[Items from a dataset]
- Opening Delimiter -

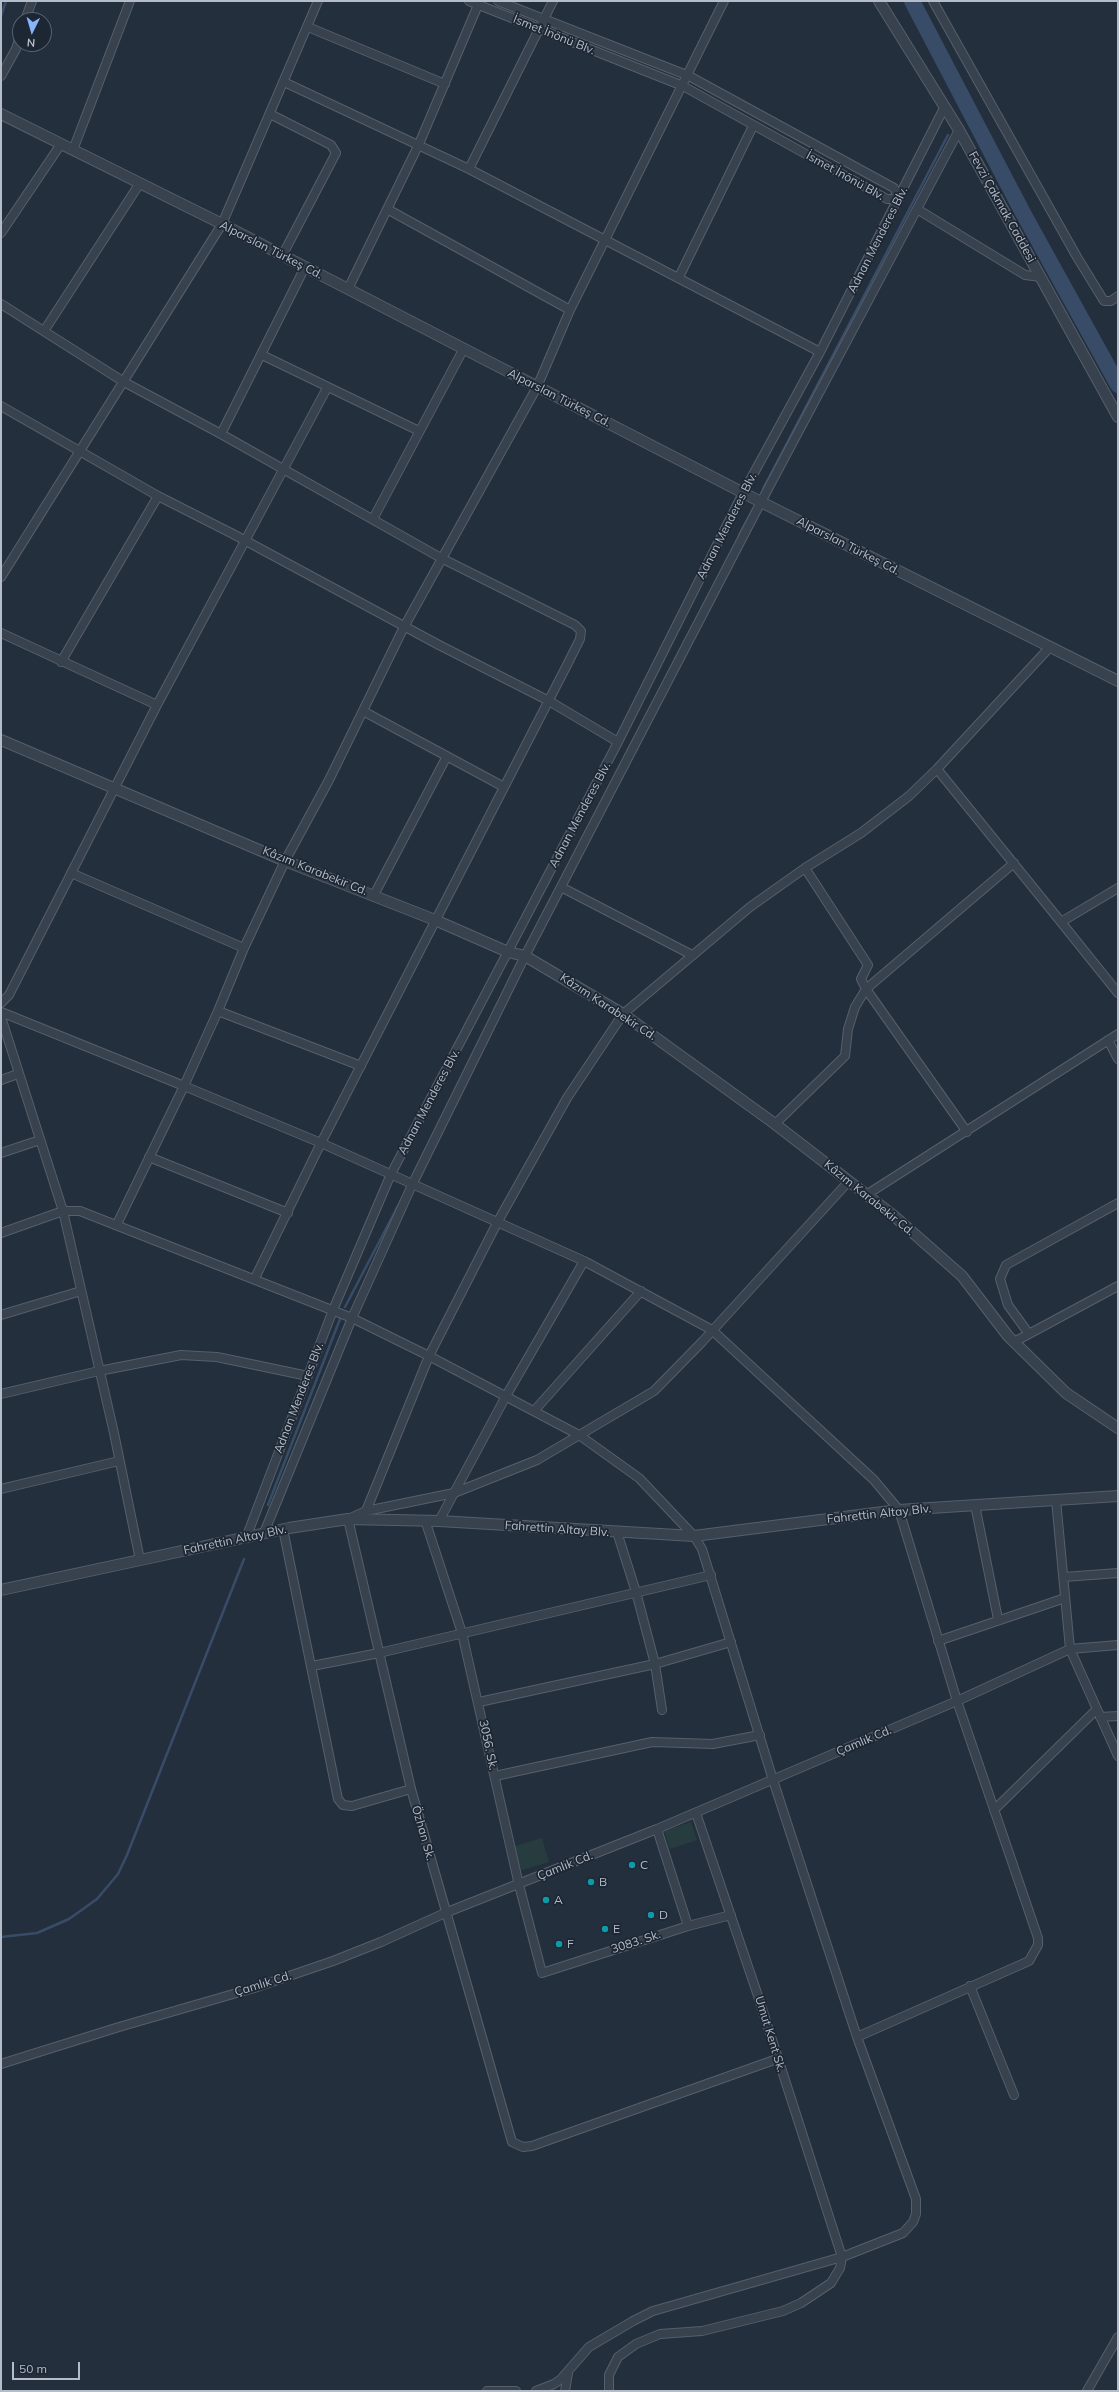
<!DOCTYPE html>
<html>
<head>
<meta charset="utf-8">
<style>
  body { margin:0 }
  #map { position:relative; width:1119px; height:2392px; overflow:hidden; background:#242f3e; font-family:Mulish,sans-serif }
  canvas { display:block }
  .frame { position:absolute; inset:0; border:2px solid #b4bcc9; pointer-events:none }
  .north { position:absolute; left:12px; top:12px; width:40px; height:40px; box-sizing:border-box; background:#1d2633; border:1px solid #59626f; border-radius:50%; rotate:185deg; font-size:11px; font-weight:700; line-height:16px; text-align:center; color:#b4bcc9 }
  .north::after { content:''; display:block; margin:auto; width:14px; height:18px; background:#8ab4f8; clip-path:polygon(50% 0,100% 100%,50% 72%,0 100%) }
  .scale { position:absolute; left:12px; top:2362px; width:68px; height:18px; box-sizing:border-box; border:2px solid #b4bcc9; border-top:0; padding-left:5px; font-size:12px; line-height:14px; white-space:nowrap; color:#b4bcc9; -webkit-text-stroke:3px #1d2633; paint-order:stroke }
</style>
</head>
<body>
<div id="map">
<canvas width="1119" height="2392"></canvas>
<div class="frame"></div>
<div class="north">N</div>
<div class="scale">50 m</div>
</div>
<script>
const ctx = document.querySelector('canvas').getContext('2d');
ctx.lineJoin = 'round';
function fillPath(path, color) { ctx.fillStyle = color; ctx.fill(path, 'evenodd'); }
const shape = rows => new Path2D(rows.map(r => 'M' + r).join(''));
function trace(path, color, width, dash) { ctx.strokeStyle = color; ctx.lineWidth = width; ctx.lineCap = dash ? 'butt' : 'round'; ctx.setLineDash(dash || []); ctx.stroke(path); }
function write(font, color, halo, rows, align = 'center') {
  ctx.font = font + ' Mulish,sans-serif'; ctx.lineWidth = 3.5; ctx.setLineDash([]); ctx.textBaseline = 'middle'; ctx.strokeStyle = halo; ctx.fillStyle = color; for (const [text, x, y, turn = 0] of rows) {
    ctx.save(); ctx.translate(x, y); ctx.rotate((+turn || 0) * Math.PI / 180); ctx.textAlign = isNaN(turn) ? turn : align; if (halo) ctx.strokeText(text, 0, 0); ctx.fillText(text, 0, 0); ctx.restore();
  }
}
fillPath(shape([
  [691,1822,697,1840,670,1849,664,1831],
  [542,1838,549,1862,519,1871,512,1847]
]), '#263c3f');
trace(shape([
  [1,16,6,1],
  [763,489,948,135],
  [739,535,753,509],
  [345,1307,401,1200],
  [268,1505,340,1319],
  [1,1937,37,1933,69,1919,97,1899,118,1874,127,1855,244,1559]
]), '#394c67', 2.5);
trace(shape([
  [912,1,1023,213,1118,385]
]), '#394c67', 16);
const minor = shape([
  [469,1,683,86,887,199,899,199,894,188,689,76,498,1],
  [933,1,1077,257,1104,301,1111,301,1118,296],
  [25,20,32,1],
  [308,27,445,84],
  [1,76,16,49,20,36],
  [284,82,469,169,820,352],
  [270,114,331,145,336,153,282,256],
  [73,150,130,1],
  [469,169,553,1],
  [917,209,1025,275,1041,277],
  [389,210,570,310],
  [1,233,61,144],
  [679,277,753,126],
  [348,289,419,144,478,5],
  [1,304,124,382,221,434,441,558,575,625,581,631,580,639,568,663,321,1143,255,1278],
  [44,331,140,183],
  [262,355,419,431],
  [1,406,158,496,233,534,439,645,549,701,618,742],
  [221,434,305,267],
  [373,519,464,348],
  [1,577,222,224,318,1],
  [1,633,157,705],
  [61,662,158,496],
  [363,711,504,787],
  [937,769,1061,922,1118,888],
  [805,868,868,965,861,979,866,989,967,1132],
  [71,873,244,948],
  [561,887,692,955],
  [374,895,447,756],
  [1061,922,1118,993],
  [1,1003,9,995,157,705,327,388],
  [218,1011,244,948,285,861,329,780,404,627,537,387,570,310,724,1],
  [1,1012,184,1086,117,1224],
  [1,1017,63,1211,114,1433,140,1560],
  [1108,1040,1118,1059],
  [361,1066,218,1011,184,1086,321,1143,584,1261,712,1330,874,1480,899,1510,957,1701,1038,1938,1038,1945,1029,1961,857,2037],
  [1,1080,18,1074],
  [775,1124,845,1056,848,1029,855,1007,866,989,1014,863],
  [1,1153,40,1140],
  [149,1157,288,1213],
  [866,1195,1118,1034],
  [1,1233,63,1211,80,1211,352,1318,429,1356,579,1435,639,1478,694,1536,702,1549,773,1780,857,2037,916,2199,916,2214,913,2222,903,2233,842,2257,653,2311,633,2321,589,2347,561,2379,554,2384,536,2391],
  [1,1315,81,1291],
  [1029,1334,1008,1305,1000,1279,1006,1265,1118,1203],
  [1014,1342,1118,1286],
  [1,1394,99,1371,181,1355,217,1357,308,1376],
  [534,1411,641,1291],
  [1,1489,119,1461],
  [1056,1500,1070,1649,1118,1756],
  [975,1505,998,1619],
  [366,1511,429,1356,497,1223,567,1098,623,1014,750,907,805,868,861,833,909,796,937,769,1050,647],
  [425,1520,462,1633,519,1885,542,1973,688,1926,731,1915],
  [439,1521,506,1396,584,1261],
  [283,1529,338,1799,343,1805,352,1806,411,1789],
  [617,1532,636,1592,655,1664,662,1710],
  [264,1533,352,1318,412,1185,525,956,761,502,959,130],
  [246,1538,333,1310,391,1174,618,742,743,493,820,352,945,106],
  [1064,1577,1118,1573],
  [938,1641,1065,1598],
  [312,1666,379,1653,711,1575],
  [479,1702,655,1664,731,1642],
  [1100,1717,1118,1716],
  [495,1776,652,1742,713,1744,760,1735],
  [994,1810,1096,1710],
  [657,1829,688,1926],
  [970,1986,1014,2095],
  [777,2059,532,2146,523,2147,512,2142,411,1789,348,1519,366,1511,454,1493,537,1460,654,1391,702,1342,849,1181],
  [1,2064,119,2027,254,1988,333,1961,381,1942,445,1913,657,1829,957,1701,1070,1649,1118,1645],
  [487,2391,516,2391],
  [565,2391,568,2373],
  [609,2391,609,2375,618,2357,636,2344,660,2334,702,2331,783,2311,801,2303,831,2283,840,2268,842,2257,756,1990,696,1813],
  [1087,2391,1118,2337]
]);
const tertiary = shape([
  [879,1,959,130,1118,417],
  [1,114,222,224,761,502,1118,681],
  [1,740,285,861,435,920,508,952,525,956,623,1014,775,1124,894,1216,962,1276,1008,1336,1066,1393,1118,1428],
  [1,1590,289,1528,348,1519,439,1521,694,1536,899,1510,1118,1496]
]);
trace(minor, '#565f6c', 10);
trace(tertiary, '#565f6c', 12);
trace(minor, '#38414e', 8);
trace(tertiary, '#38414e', 10);
for (const [x, y, r, color] of [
  [632,1865,4,"#0f9aa8"],
  [591,1882,4,"#0f9aa8"],
  [546,1900,4,"#0f9aa8"],
  [651,1915,4,"#0f9aa8"],
  [605,1929,4,"#0f9aa8"],
  [559,1944,4,"#0f9aa8"]
]) { const dot = new Path2D(); dot.arc(x, y, r, 0, 2 * Math.PI); ctx.fillStyle = color; ctx.fill(dot); trace(dot, '#1d2633', 1.5); }
write('12px', '#b4bcc9', '#1d2633', [
  ["İsmet İnönü Blv.",554,35,22],
  ["İsmet İnönü Blv.",845,176,29],
  ["Fevzi Çakmak Caddesi",1002,207,61],
  ["Adnan Menderes Blv.",878,240,-63],
  ["Alparslan Türkeş Cd.",271,250,27],
  ["Alparslan Türkeş Cd.",559,398,27],
  ["Adnan Menderes Blv.",727,526,-63],
  ["Alparslan Türkeş Cd.",848,546,27],
  ["Adnan Menderes Blv.",580,815,-62],
  ["Kâzım Karabekir Cd.",315,871,22],
  ["Kâzım Karabekir Cd.",608,1007,33],
  ["Adnan Menderes Blv.",429,1102,-62],
  ["Kâzım Karabekir Cd.",869,1198,39],
  ["Adnan Menderes Blv.",299,1398,-69],
  ["Fahrettin Altay Blv.",879,1514,-6],
  ["Fahrettin Altay Blv.",557,1529,4],
  ["Fahrettin Altay Blv.",235,1540,-12],
  ["Çamlık Cd.",864,1741,-23],
  ["3056. Sk.",488,1745,78],
  ["Özhan Sk.",423,1833,74],
  ["Çamlık Cd.",565,1866,-22],
  ["3083. Sk.",636,1942,-18],
  ["Çamlık Cd.",263,1984,-17],
  ["Umut Kent Sk.",770,2034,73]
]);
write('12px', '#b4bcc9', '#1d2633', [
  ["C",640,1865],
  ["B",599,1882],
  ["A",554,1900],
  ["D",659,1915],
  ["E",613,1929],
  ["F",567,1944]
], 'left');
</script>
</body>
</html>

- Closing Delimiter -

**Task directions:**
Which lines in the entries above contain "shape"? Pull each of them out.

**Solution to the problem:**
const shape = rows => new Path2D(rows.map(r => 'M' + r).join(''));
fillPath(shape([
trace(shape([
trace(shape([
const minor = shape([
const tertiary = shape([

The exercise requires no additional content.